If you have been learning French for more than a few weeks, you have hit this wall: you want to talk about the past, and French hands you two options: the passé composé and the imparfait. Every explanation you find online seems to contradict the last one.
This is, without question, the grammar point my adult students ask about most, at every level. So here is the guide I give them in private lessons. No jargon. Just the logic that actually works.
The mental image that changes everything
Before any rules, try this: imagine you are watching a film about someone's past. The imparfait is the background: the scenery, the weather, the mood, what was already happening when you arrived in the scene. The passé composé is the action: specific events that happen and are then done.
Il faisait beau ce matin-là quand j'ai vu l'accident.
It was beautiful that morning (imparfait: background) when I saw the accident (passé composé: the event).
One sentence. Both tenses. Both doing exactly their job. That is the whole system.
When to use the Passé Composé
Use the passé composé for:
- A completed action at a specific moment: J'ai mangé une pizza hier soir.
- An action that happened a specific number of times: Je suis allé à Paris trois fois.
- A sequence of events (one after another): Je me suis levé, j'ai pris une douche et j'ai bu mon café.
- An action that interrupts an ongoing one: Je lisais quand le téléphone a sonné.
Formation: avoir or être (present) + past participle. → J'ai mangé. Je suis parti(e).
When to use the Imparfait
Use the imparfait for:
- Describing the past scene or context: Il faisait froid, il n'y avait personne dans la rue.
- Habits and repeated actions in the past: Quand j'étais enfant, je jouais au foot tous les mercredis.
- States of mind, feelings or opinions: Elle était fatiguée. Il voulait rentrer.
- An ongoing action when something else happened: Je dormais quand tu as appelé.
Formation: take the nous form of the present, remove -ons, and add: -ais, -ais, -ait, -ions, -iez, -aient.

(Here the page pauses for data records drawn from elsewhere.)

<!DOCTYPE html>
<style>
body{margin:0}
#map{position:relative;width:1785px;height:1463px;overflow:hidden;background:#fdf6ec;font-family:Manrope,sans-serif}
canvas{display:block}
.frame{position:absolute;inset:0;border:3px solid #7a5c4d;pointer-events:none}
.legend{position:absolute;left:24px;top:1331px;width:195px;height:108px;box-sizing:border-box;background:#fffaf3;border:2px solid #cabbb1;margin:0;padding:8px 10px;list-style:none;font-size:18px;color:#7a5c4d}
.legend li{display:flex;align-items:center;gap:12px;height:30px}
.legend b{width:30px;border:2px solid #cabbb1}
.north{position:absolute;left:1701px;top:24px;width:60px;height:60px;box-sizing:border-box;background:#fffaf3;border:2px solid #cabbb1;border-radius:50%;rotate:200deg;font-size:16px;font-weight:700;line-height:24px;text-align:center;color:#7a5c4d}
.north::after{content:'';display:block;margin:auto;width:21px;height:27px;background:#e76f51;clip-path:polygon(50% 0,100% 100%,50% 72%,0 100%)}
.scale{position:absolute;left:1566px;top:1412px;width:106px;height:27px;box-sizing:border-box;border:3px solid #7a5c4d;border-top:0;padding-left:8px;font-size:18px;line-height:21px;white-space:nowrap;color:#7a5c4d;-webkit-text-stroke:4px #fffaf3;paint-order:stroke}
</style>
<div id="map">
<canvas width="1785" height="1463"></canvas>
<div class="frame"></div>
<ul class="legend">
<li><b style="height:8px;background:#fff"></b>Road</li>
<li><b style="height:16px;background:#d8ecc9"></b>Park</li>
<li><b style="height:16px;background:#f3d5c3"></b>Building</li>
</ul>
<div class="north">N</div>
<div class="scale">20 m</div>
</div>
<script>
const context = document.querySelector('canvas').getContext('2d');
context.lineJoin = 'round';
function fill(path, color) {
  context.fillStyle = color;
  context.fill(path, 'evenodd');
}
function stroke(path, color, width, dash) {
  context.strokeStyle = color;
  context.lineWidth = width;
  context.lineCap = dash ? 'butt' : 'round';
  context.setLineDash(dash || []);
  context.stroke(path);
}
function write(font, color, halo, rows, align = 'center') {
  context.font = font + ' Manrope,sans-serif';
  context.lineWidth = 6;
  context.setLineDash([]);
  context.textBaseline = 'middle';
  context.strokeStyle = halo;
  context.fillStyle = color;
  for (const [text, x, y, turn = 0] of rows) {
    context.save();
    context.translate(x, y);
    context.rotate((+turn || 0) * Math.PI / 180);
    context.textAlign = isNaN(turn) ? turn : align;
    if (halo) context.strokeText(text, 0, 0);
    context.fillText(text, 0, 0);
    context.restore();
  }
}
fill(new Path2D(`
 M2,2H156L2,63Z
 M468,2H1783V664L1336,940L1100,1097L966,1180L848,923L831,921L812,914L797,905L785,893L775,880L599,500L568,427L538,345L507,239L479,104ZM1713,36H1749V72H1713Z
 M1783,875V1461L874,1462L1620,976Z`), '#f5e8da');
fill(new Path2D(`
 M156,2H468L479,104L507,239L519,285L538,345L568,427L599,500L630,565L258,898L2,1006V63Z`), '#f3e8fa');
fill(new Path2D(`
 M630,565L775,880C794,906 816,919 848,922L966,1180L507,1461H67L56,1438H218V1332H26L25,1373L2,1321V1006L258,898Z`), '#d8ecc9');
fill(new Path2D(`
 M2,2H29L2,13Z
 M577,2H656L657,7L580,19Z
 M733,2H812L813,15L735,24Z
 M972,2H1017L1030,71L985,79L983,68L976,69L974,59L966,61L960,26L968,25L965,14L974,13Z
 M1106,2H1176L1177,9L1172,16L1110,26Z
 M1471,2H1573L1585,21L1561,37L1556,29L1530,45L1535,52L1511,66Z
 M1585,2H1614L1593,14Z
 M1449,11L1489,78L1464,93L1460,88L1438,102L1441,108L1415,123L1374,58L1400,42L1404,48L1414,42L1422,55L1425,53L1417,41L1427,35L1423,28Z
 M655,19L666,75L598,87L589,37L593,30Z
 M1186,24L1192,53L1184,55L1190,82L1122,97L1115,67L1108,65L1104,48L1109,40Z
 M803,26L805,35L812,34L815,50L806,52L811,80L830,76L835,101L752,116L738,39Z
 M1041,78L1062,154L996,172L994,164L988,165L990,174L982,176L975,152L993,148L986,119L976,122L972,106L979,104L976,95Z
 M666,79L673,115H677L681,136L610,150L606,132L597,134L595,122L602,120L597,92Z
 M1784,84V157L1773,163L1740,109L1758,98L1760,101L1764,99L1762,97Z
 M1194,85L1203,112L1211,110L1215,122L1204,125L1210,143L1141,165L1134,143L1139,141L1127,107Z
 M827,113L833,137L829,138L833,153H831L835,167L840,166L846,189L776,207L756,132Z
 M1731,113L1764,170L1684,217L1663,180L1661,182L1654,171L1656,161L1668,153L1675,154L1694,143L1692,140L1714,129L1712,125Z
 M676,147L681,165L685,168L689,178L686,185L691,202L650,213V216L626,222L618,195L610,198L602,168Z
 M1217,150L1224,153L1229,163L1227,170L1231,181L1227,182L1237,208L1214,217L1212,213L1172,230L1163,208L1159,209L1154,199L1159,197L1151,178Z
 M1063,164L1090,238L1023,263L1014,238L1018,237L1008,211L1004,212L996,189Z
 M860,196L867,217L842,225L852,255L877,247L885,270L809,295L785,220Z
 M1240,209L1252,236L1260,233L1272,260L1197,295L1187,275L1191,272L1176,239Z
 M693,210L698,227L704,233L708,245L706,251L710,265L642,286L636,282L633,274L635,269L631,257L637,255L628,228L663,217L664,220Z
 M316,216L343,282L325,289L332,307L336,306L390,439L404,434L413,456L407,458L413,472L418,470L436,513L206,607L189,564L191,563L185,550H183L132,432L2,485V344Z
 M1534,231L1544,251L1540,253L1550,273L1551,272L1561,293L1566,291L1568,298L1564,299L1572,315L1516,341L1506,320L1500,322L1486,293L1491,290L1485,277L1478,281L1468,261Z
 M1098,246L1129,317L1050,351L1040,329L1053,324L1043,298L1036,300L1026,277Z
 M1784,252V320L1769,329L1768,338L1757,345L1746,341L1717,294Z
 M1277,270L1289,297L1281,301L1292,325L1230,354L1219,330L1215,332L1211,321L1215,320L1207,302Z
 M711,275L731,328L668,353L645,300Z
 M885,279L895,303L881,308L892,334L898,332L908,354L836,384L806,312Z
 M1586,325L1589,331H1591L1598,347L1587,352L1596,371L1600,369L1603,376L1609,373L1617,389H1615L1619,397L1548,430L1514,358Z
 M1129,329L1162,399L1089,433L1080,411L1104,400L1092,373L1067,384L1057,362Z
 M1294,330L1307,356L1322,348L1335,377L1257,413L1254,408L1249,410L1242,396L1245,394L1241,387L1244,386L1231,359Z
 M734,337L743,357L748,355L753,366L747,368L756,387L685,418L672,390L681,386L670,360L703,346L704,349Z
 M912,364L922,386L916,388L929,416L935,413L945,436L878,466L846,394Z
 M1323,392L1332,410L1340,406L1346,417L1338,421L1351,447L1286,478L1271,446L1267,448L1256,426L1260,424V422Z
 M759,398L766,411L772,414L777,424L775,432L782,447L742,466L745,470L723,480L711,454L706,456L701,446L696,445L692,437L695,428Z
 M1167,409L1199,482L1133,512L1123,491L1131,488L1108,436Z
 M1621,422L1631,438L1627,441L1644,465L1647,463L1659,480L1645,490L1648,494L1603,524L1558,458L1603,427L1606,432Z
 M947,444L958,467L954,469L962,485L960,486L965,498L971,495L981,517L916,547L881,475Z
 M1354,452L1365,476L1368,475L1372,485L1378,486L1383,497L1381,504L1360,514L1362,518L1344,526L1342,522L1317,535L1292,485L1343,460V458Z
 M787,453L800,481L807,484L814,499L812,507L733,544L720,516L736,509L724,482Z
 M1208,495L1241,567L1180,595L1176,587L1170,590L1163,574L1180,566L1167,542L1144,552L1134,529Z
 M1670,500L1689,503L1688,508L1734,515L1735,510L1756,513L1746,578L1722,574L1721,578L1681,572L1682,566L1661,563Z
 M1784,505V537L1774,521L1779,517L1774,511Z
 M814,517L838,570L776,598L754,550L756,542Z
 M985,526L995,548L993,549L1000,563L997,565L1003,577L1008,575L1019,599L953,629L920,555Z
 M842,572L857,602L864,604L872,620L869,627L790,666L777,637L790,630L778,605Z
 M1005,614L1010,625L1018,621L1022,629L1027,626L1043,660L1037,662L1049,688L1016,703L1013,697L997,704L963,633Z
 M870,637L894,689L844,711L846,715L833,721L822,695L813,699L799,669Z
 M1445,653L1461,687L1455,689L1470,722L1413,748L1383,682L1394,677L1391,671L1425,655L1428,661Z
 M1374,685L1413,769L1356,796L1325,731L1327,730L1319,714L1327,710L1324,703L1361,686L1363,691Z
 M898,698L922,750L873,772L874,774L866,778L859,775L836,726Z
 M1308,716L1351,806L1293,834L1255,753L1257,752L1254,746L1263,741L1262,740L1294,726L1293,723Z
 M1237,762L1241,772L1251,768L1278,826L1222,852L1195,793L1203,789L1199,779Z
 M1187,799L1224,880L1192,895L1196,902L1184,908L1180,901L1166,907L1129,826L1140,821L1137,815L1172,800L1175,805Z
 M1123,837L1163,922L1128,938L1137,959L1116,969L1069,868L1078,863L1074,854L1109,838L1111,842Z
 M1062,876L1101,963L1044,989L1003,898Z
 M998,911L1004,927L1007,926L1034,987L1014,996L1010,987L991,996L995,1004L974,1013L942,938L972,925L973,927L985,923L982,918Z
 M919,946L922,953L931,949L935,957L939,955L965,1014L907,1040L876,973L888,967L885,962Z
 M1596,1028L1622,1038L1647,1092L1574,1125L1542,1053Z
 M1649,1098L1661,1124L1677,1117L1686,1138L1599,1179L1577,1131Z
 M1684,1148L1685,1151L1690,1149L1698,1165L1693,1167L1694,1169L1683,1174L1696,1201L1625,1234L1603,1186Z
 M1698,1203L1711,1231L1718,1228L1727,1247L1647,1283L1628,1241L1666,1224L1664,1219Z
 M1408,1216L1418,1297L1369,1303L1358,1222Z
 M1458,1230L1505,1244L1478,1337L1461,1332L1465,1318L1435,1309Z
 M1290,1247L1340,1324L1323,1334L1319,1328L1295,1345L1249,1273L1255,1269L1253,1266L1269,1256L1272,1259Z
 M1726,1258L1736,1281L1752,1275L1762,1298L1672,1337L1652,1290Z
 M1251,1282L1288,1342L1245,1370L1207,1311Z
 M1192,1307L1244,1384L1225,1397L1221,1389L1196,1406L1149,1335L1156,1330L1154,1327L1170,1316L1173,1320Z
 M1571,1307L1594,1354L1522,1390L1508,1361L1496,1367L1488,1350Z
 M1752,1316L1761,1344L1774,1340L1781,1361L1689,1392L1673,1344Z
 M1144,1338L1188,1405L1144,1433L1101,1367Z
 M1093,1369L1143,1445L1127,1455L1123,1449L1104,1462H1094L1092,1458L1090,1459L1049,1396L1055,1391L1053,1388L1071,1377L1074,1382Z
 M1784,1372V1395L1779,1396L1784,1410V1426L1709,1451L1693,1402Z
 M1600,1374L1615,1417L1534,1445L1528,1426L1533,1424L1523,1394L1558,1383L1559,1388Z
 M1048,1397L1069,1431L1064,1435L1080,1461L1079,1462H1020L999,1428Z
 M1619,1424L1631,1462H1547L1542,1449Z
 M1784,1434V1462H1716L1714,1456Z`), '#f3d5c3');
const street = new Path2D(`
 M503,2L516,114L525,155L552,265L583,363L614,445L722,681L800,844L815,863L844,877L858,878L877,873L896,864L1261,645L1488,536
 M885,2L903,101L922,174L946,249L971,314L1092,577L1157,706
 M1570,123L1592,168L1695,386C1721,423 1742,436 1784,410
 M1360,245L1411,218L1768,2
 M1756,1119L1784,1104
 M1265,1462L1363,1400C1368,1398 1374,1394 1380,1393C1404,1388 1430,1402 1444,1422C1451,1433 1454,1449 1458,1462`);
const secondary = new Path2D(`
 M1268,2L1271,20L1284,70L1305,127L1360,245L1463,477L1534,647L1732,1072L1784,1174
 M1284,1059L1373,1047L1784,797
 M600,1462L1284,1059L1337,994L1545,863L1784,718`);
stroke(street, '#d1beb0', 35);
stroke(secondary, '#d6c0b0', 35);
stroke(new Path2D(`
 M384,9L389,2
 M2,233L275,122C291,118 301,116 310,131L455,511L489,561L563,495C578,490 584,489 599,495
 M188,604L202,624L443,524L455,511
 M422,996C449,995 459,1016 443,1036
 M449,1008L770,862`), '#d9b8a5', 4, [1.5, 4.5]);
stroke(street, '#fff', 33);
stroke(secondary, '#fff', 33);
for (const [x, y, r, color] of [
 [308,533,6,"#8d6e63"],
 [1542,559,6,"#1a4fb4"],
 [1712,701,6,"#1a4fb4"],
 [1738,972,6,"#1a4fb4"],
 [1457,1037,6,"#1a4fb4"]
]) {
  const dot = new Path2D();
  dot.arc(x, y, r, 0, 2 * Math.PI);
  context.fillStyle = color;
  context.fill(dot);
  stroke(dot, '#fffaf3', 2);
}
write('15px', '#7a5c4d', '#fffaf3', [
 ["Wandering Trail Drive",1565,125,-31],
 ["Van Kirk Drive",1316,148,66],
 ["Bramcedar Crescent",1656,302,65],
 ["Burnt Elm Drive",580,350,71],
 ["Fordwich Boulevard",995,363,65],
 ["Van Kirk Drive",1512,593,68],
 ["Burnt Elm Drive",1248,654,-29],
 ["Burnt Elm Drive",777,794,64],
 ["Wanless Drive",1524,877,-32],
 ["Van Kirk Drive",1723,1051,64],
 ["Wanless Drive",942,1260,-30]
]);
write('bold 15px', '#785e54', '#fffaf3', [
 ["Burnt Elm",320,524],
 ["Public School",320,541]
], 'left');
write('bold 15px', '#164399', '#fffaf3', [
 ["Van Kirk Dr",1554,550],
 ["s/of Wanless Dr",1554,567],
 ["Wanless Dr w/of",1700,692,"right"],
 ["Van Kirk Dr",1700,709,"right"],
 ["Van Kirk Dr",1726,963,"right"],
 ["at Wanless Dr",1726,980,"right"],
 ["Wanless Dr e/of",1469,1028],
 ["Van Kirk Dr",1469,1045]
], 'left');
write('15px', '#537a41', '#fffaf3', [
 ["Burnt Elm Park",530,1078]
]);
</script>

The signal words that give it away
Certain time expressions almost always point to one tense. Recognise them and half the battle is won.
| → Passé Composé | → Imparfait |
|---|---|
| soudain, tout à coup (suddenly) | toujours, souvent (always, often) |
| hier, ce matin (yesterday, this morning) | tous les jours, chaque semaine |
| une fois, deux fois (once, twice) | autrefois, quand j'étais jeune |
| enfin, finalement (finally) | d'habitude (usually) |
| pendant x minutes (a defined period) | pendant que (while: ongoing background) |
The trickiest case: emotions and states
This is where even B2 students hesitate:
- J'avais peur. → I was scared (ongoing state: imparfait)
- J'ai eu peur quand j'ai vu le chien. → I got scared when I saw the dog (the reaction = a specific event: passé composé)
Same emotion, two different tenses. The imparfait describes how things were. The passé composé describes what happened.
One tricky pair that surprises everyone
Compare these two sentences, they look almost identical but mean something different:
- J'ai habité à Paris pendant trois ans. → I lived in Paris for three years. (completed period: passé composé)
- J'habitais à Paris quand j'étais étudiant. → I used to live in Paris when I was a student. (ongoing past state: imparfait)
The passé composé marks a finished chapter. The imparfait describes how life was at that time.
Camille's quick test
When you are not sure, ask yourself one question: "Was this happening (background) or did this happen (event)?"
- "The sun was shining" → was happening → imparfait → Le soleil brillait.
- "She phoned me" → happened → passé composé → Elle m'a appelé.
- "I was tired" → state, background → imparfait → J'étais fatigué(e).
- "I fell asleep" → happened → passé composé → Je me suis endormi(e).
How to actually lock this in
Reading the rule once is not enough. The tenses only become automatic through structured practice: writing short stories, correcting yourself, and understanding why each answer is right.